High dividend yields might satisfy shareholders in the short term, but if a company is not investing at least some of its profits to fuel growth, then the prospective future of the business could be in question.
This is something that you might want to think about if the ETF you are considering includes overly high-yielding dividends, especially in a relatively young company.
According to the ETF Database the highest yielding dividend ETF is the Advocate Rising Rate Hedge ETF with a dividend yield of 328.19%. This can be affected by many factors, however, and is currently being liquidated. Other funds offer lower yields but more long-term security.
The best-paying dividend ETF is one that will give a 12% yield (or more), including popular funds from Invesco, such as the Invesco Optimum Yield Diversified Commodity Strategy No K-1 ETF and JP Morgan’s JPMorgan Realty Income ETF.
The iShares Core High Dividend ETF is another good option with a strong dividend yield.
Dividend ETFs are popular with investors because they can create a passive income, and while you can invest enough in the fund to ensure that you get good quarterly returns, it would be unwise to rely on them for your everyday living costs as they are not guaranteed to give value.
Any investment into the financial markets should be considered risky, and although ETFs are a good way to diversify your portfolio, they still have an element of risk that you might not be prepared for.
Although most dividend-yielding ETFs pay quarterly (like the underlying securities), there are some that pay monthly, including Global X SuperDividend ETF, Global X SuperDividend US ETF and the Invesco S&P 500 High Dividend Low Volatility ETF.
Investing a specific amount in a single dividend stock might yield higher dividends, but it is considerably riskier than diversifying and investing the same amount in an ETF that includes that stock in the holdings.
The risk is spread across different securities, often across different sectors, which means that if the prices drop on one stock, you should be buoyed by the performance of assets in other areas.
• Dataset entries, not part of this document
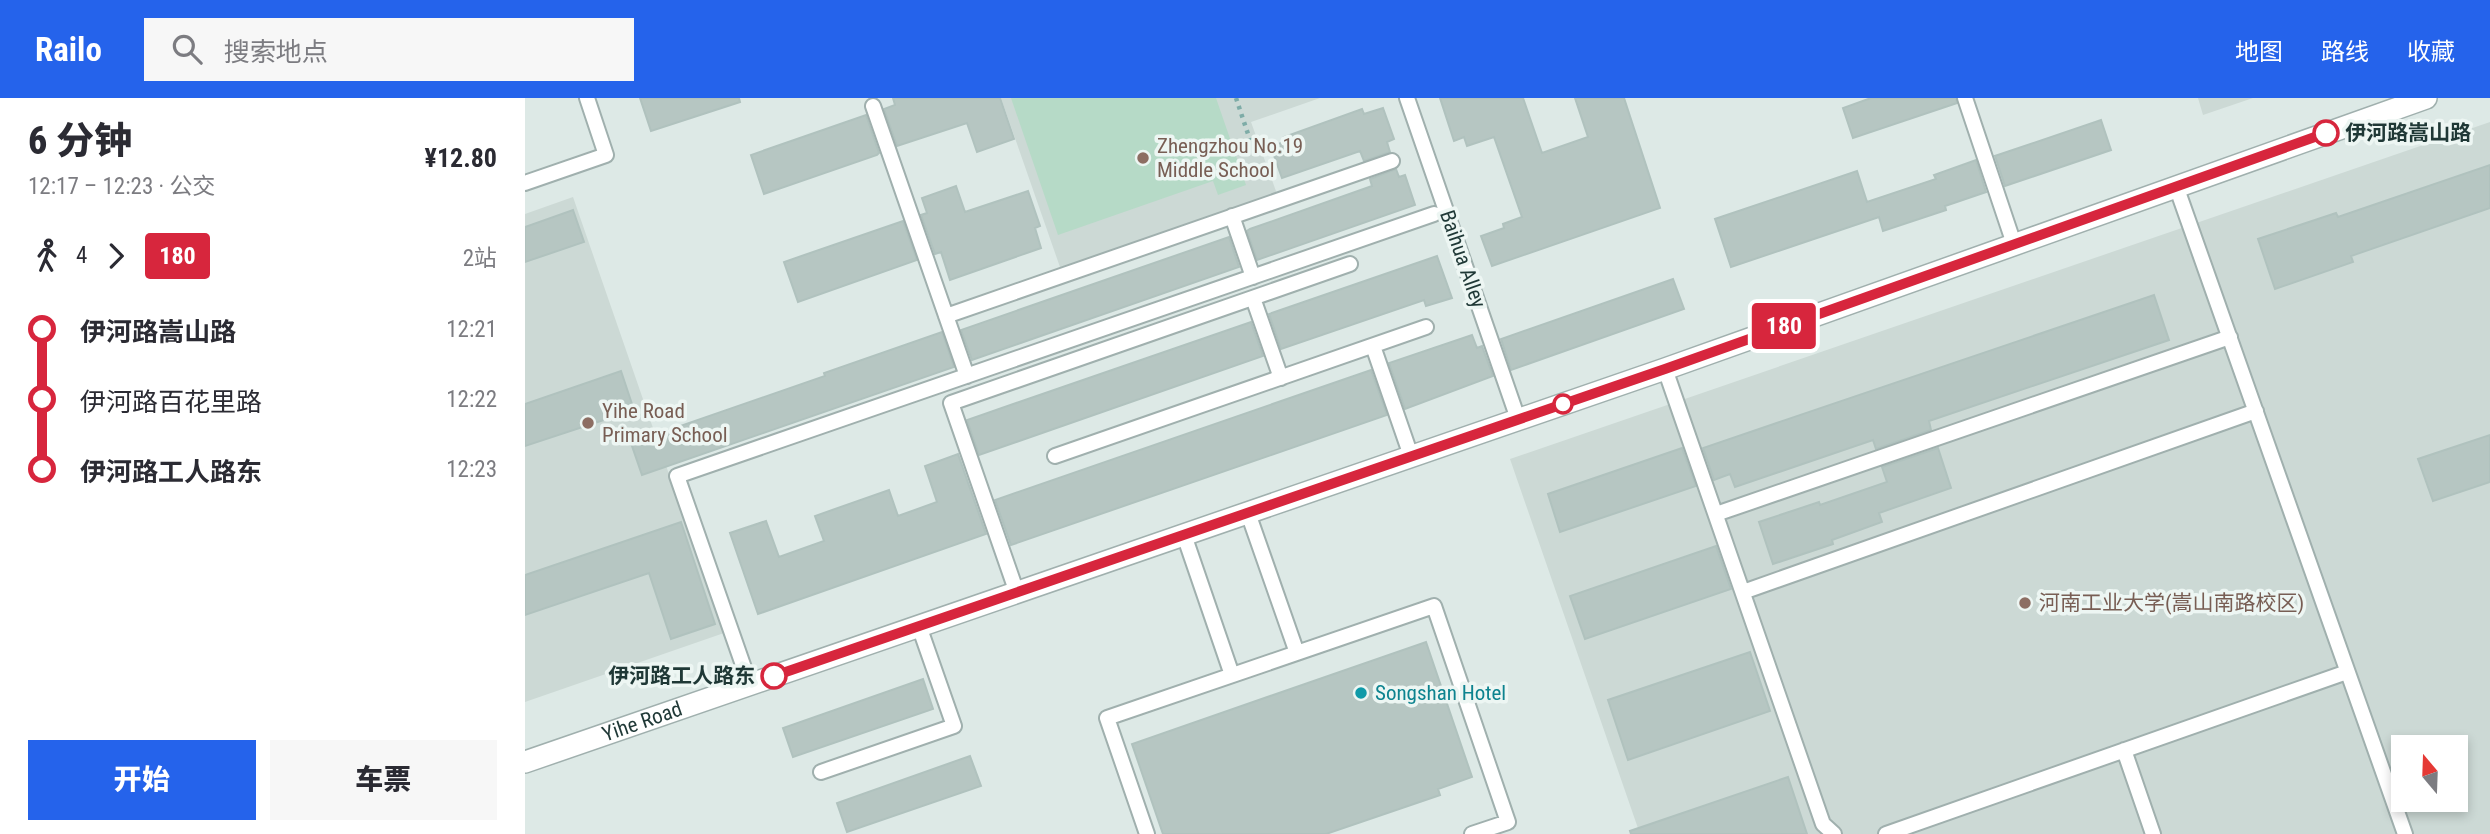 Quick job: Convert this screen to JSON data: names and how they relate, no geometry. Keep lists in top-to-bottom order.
{
  "streets": {
    "street": ["Yihe Road"],
    "lane": ["Baihua Alley"]
  },
  "crossings": [
    ["Baihua Alley", "Yihe Road"]
  ],
  "places": [
    "伊河路嵩山路",
    "Zhengzhou No.19 Middle School",
    "Yihe Road Primary School",
    "河南工业大学(嵩山南路校区)",
    "伊河路工人路东",
    "Songshan Hotel"
  ],
  "lines": ["bus line 180"],
  "north": "top",
  "page": {
    "header": "Railo",
    "search": "搜索地点",
    "nav": ["地图", "路线", "收藏"],
    "heading": ["6 分钟", "12:17 – 12:23 · 公交", "¥12.80"],
    "on_map": "180",
    "legs": ["4", "180", "2站"],
    "list": [
      {
        "name": "伊河路嵩山路",
        "value": "12:21"
      },
      {
        "name": "伊河路百花里路",
        "value": "12:22"
      },
      {
        "name": "伊河路工人路东",
        "value": "12:23"
      }
    ],
    "buttons": ["开始", "车票"]
  }
}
With average dividend yields around 4-5%, you need to reinvest dividends for a while to build a passive income of $500 a month – unless you are investing six-figure sums into your portfolios to start with. This compounding value will add more yield, but it does take a while to build up.
Choosing ETFs for your portfolio is a great way to not only simplify your investments but also to diversify – reducing the overall risk. However, you can use dividend-paying ETFs to add passive income to your investment, paying regularly throughout the lifetime of your holding.
Choosing the right dividend paying ETF means understanding how much you will need to invest, what the ETF is tracking, and what yield you can expect (and how often it is paid).
Above are some of the things that you need to consider before investing in a dividend ETF, but always remember to never invest more than you can afford to lose.